Task directions: With the line containing "I am building" as the starting point, write out each line exactly through the final line of the listing, both ends included.

Task data:

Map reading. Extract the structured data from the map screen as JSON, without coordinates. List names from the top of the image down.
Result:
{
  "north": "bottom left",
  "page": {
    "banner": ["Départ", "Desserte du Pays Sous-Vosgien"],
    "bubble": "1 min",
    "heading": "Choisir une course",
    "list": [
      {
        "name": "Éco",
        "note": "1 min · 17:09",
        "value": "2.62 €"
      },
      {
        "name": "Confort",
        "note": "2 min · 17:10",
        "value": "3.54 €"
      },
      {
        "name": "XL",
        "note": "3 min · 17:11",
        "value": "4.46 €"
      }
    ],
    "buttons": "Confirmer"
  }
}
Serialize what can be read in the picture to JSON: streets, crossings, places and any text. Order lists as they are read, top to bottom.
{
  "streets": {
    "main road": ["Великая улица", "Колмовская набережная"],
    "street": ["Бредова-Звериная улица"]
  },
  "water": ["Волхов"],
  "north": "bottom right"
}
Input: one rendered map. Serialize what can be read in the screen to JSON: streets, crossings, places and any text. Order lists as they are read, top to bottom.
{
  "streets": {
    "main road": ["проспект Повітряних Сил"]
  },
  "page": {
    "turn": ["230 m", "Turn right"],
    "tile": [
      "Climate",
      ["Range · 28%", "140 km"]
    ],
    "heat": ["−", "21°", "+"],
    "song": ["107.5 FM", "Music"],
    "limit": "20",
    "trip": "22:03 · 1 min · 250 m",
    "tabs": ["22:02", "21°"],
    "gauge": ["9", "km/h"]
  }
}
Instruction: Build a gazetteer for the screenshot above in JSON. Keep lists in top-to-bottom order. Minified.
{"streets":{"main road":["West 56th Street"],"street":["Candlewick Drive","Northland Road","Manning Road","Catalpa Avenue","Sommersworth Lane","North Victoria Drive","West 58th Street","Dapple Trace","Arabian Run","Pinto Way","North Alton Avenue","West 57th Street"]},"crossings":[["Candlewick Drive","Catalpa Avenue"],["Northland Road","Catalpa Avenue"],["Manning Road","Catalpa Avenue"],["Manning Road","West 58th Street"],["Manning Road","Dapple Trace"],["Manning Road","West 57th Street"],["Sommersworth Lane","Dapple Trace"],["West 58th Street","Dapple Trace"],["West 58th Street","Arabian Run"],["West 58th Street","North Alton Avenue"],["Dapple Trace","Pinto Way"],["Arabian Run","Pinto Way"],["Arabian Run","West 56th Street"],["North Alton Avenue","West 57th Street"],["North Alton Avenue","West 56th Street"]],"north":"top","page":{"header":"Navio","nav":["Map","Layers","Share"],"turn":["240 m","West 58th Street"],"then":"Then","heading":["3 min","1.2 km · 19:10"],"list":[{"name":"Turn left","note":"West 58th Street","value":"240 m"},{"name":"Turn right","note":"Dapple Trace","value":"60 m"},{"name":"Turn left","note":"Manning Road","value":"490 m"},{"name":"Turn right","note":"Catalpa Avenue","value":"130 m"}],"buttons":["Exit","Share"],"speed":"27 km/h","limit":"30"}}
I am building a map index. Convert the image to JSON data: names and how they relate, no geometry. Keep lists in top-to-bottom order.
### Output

Exercise output:
I am building a map index. Convert the image to JSON data: names and how they relate, no geometry. Keep lists in top-to-bottom order.
### Output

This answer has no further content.